#### [What to produce]
Counting task for the data below: how many lines hold the word "Herrenhaus"? Answer with the number only.

Collected data entries:
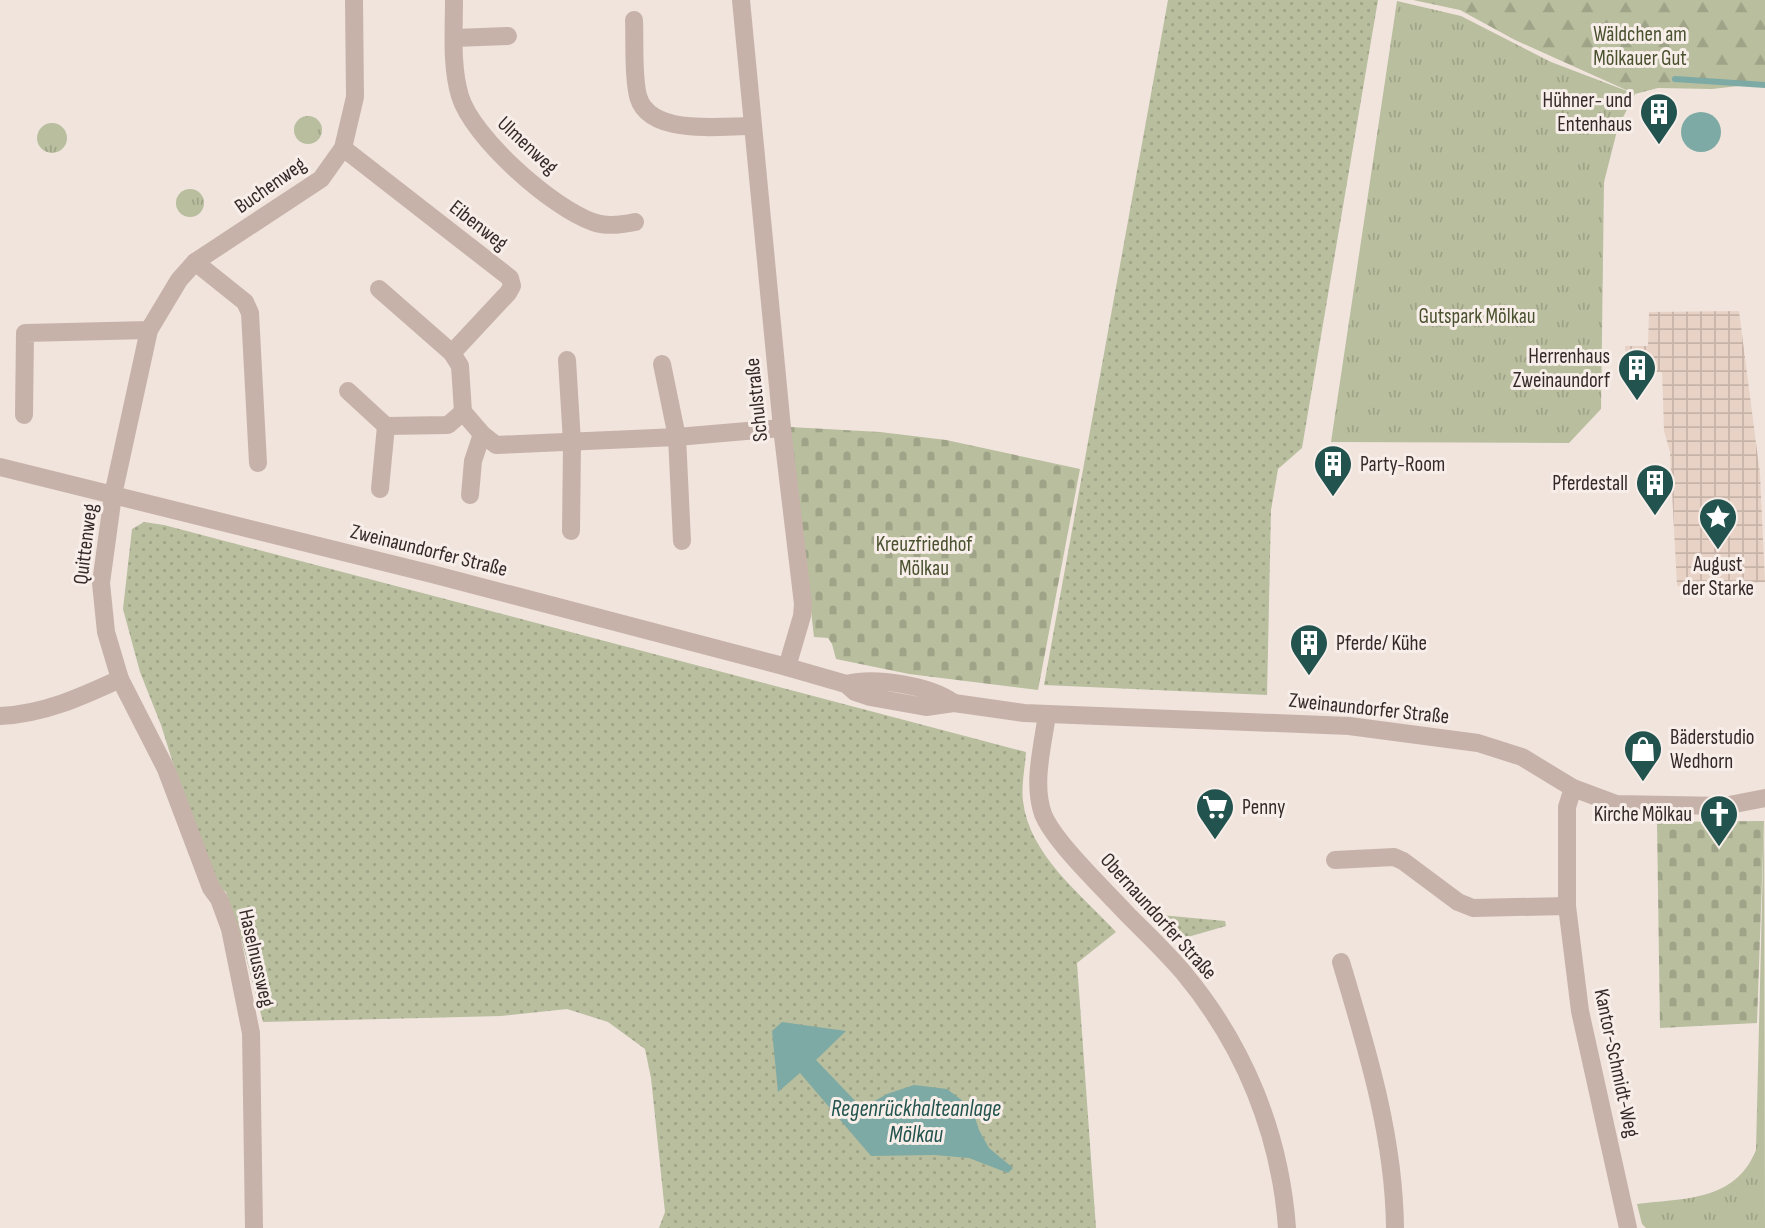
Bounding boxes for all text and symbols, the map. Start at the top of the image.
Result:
park label: Wäldchen am Mölkauer Gut [1593,22,1687,71]
place label: Hühner- und Entenhaus [1543,88,1632,137]
building icon: Hühner- und Entenhaus [1638,91,1680,146]
street label: Ulmenweg [492,111,563,180]
street label: Buchenweg [230,152,311,219]
street label: Eibenweg [445,195,513,256]
park label: Gutspark Mölkau [1418,304,1536,329]
place label: Herrenhaus Zweinaundorf [1513,344,1611,393]
building icon: Herrenhaus Zweinaundorf [1616,347,1658,402]
street label: Schulstraße [740,357,773,443]
building icon: Party-Room [1312,443,1354,498]
place label: Party-Room [1360,452,1445,477]
building icon: Pferdestall [1634,462,1676,517]
place label: Pferdestall [1552,471,1628,496]
place icon: August der Starke [1697,496,1739,551]
street label: Quittenweg [68,502,103,586]
street label: Zweinaundorfer Straße [348,519,510,582]
park label: Kreuzfriedhof Mölkau [876,532,973,581]
place label: August der Starke [1682,552,1754,601]
building icon: Pferde/ Kühe [1288,622,1330,677]
place label: Pferde/ Kühe [1336,631,1427,656]
street label: Zweinaundorfer Straße [1288,688,1450,729]
place label: Bäderstudio Wedhorn [1670,725,1755,774]
shop icon: Bäderstudio Wedhorn [1622,728,1664,783]
supermarket icon: Penny [1194,786,1236,841]
church icon: Kirche Mölkau [1698,793,1740,848]
place label: Penny [1242,795,1285,820]
place label: Kirche Mölkau [1594,802,1692,827]
street label: Obernaundorfer Straße [1095,848,1222,985]
street label: Haselnussweg [233,907,280,1010]
street label: Kantor-Schmidt-Weg [1589,987,1644,1140]
water label: Regenrückhalteanlage Mölkau [831,1095,1001,1149]

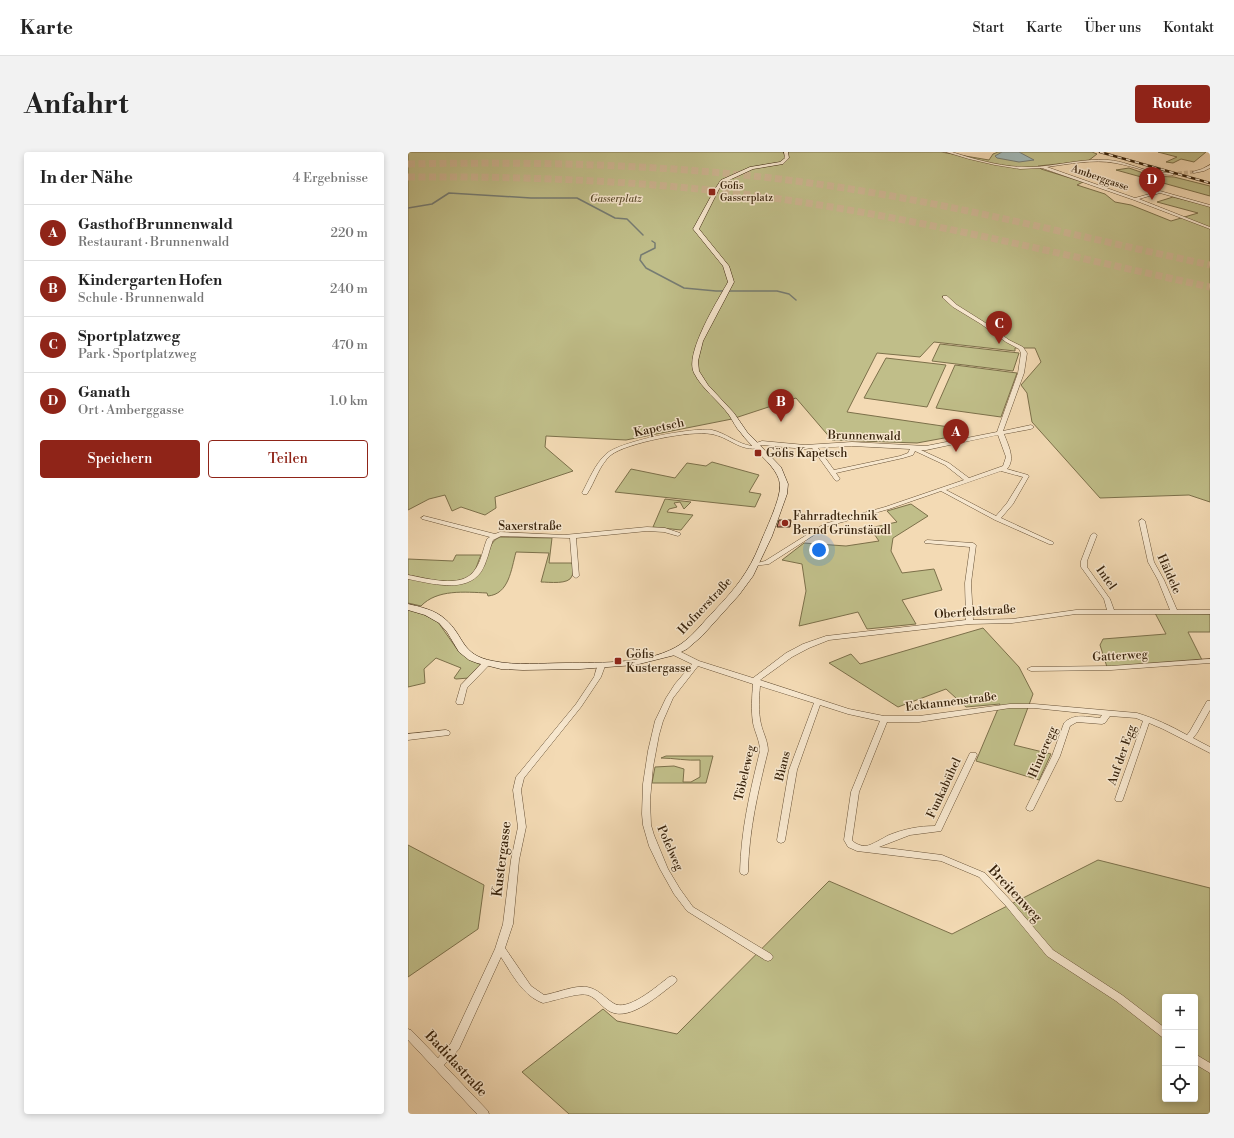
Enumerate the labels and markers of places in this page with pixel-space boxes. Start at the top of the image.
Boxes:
pin: D [1139,167,1165,200]
place label: Göfis Gasserplatz [720,180,773,204]
marker: Göfis Gasserplatz [707,187,717,197]
pin: C [986,311,1012,344]
pin: B [768,389,794,422]
pin: A [943,419,969,452]
place label: Göfis Kapetsch [766,446,847,461]
marker: Göfis Kapetsch [753,448,763,458]
place label: Fahrradtechnik Bernd Grünstäudl [792,509,891,538]
marker: Fahrradtechnik Bernd Grünstäudl [780,518,790,528]
place label: Göfis Kustergasse [626,647,691,676]
marker: Göfis Kustergasse [613,656,623,666]

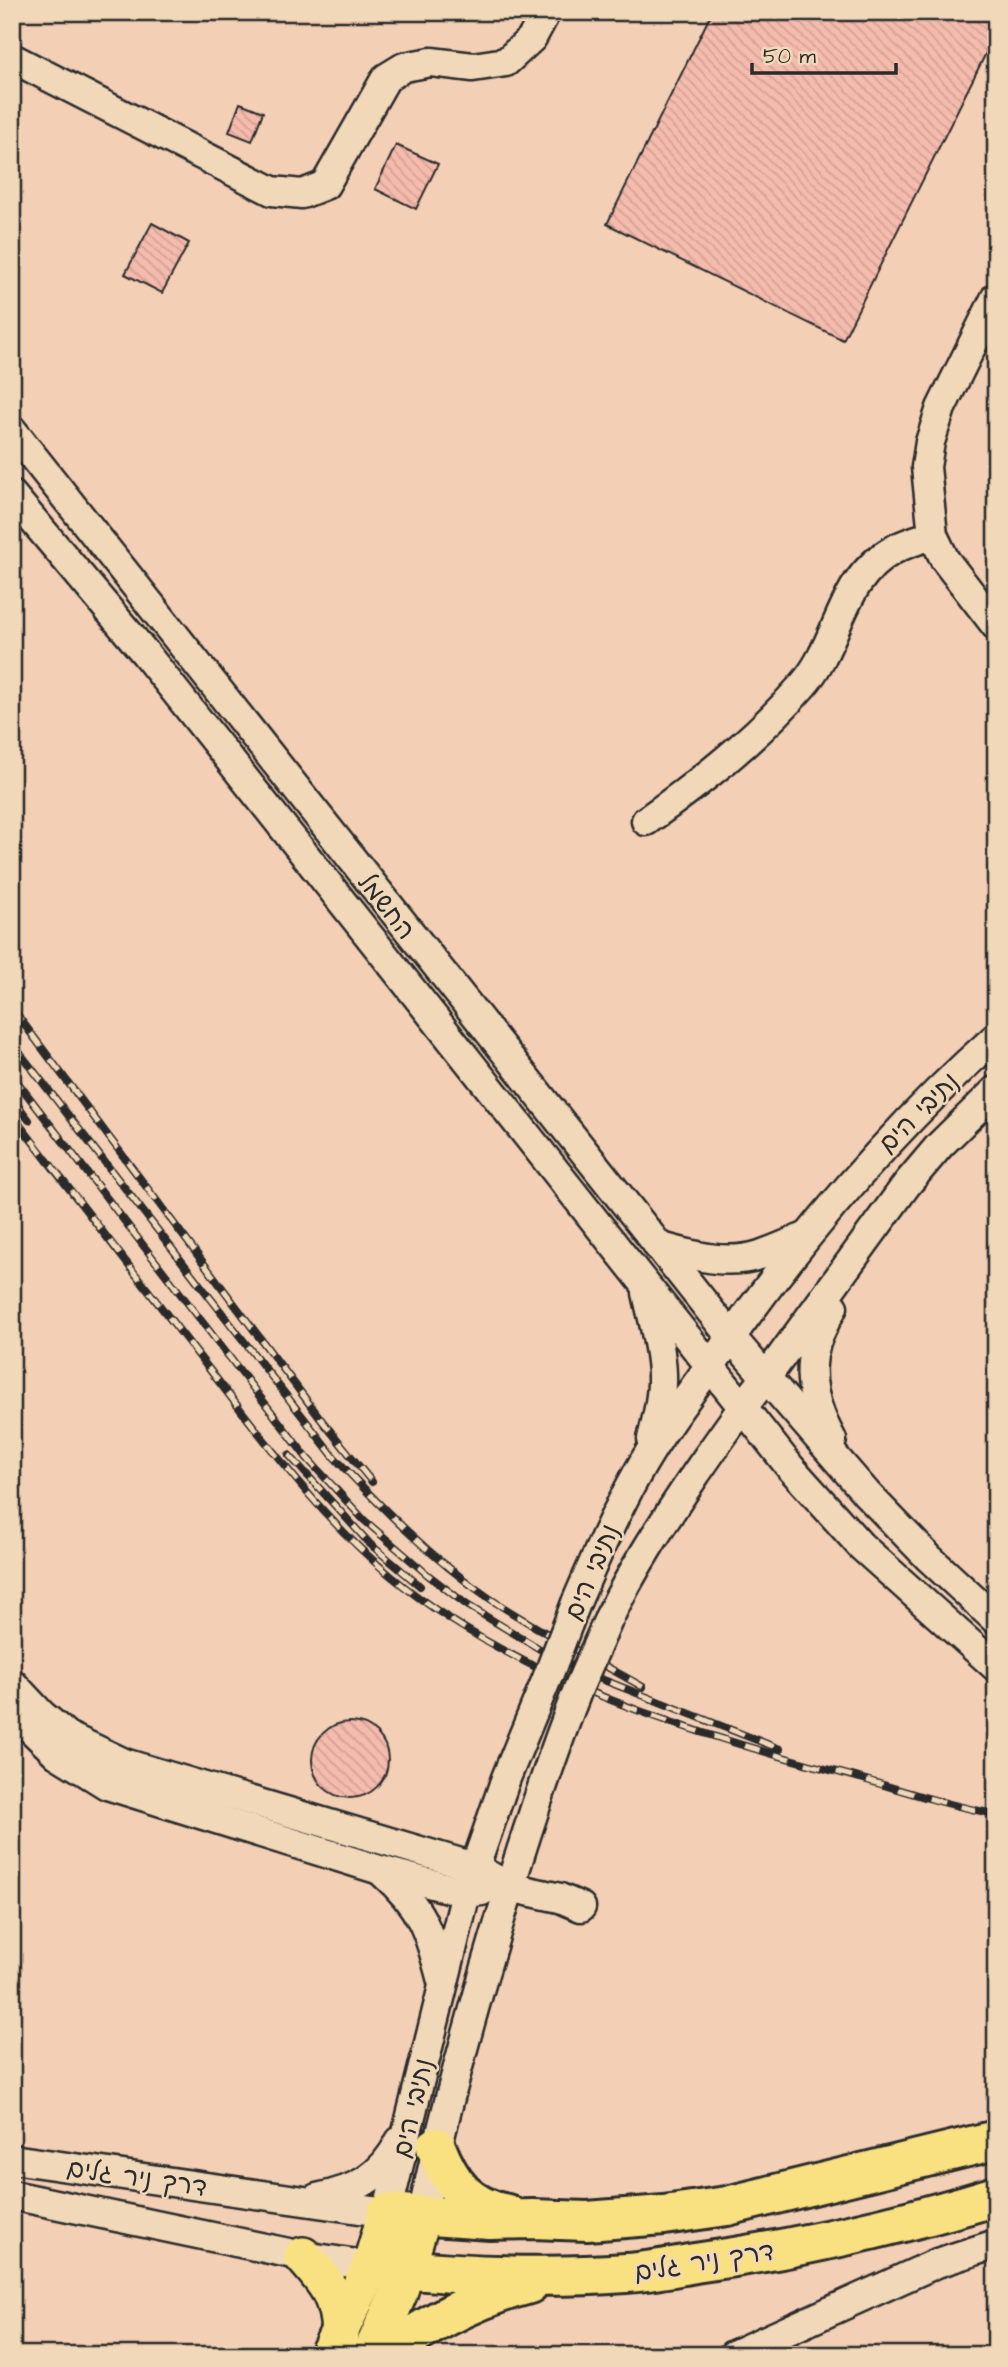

#### [Solution for this exercise]
2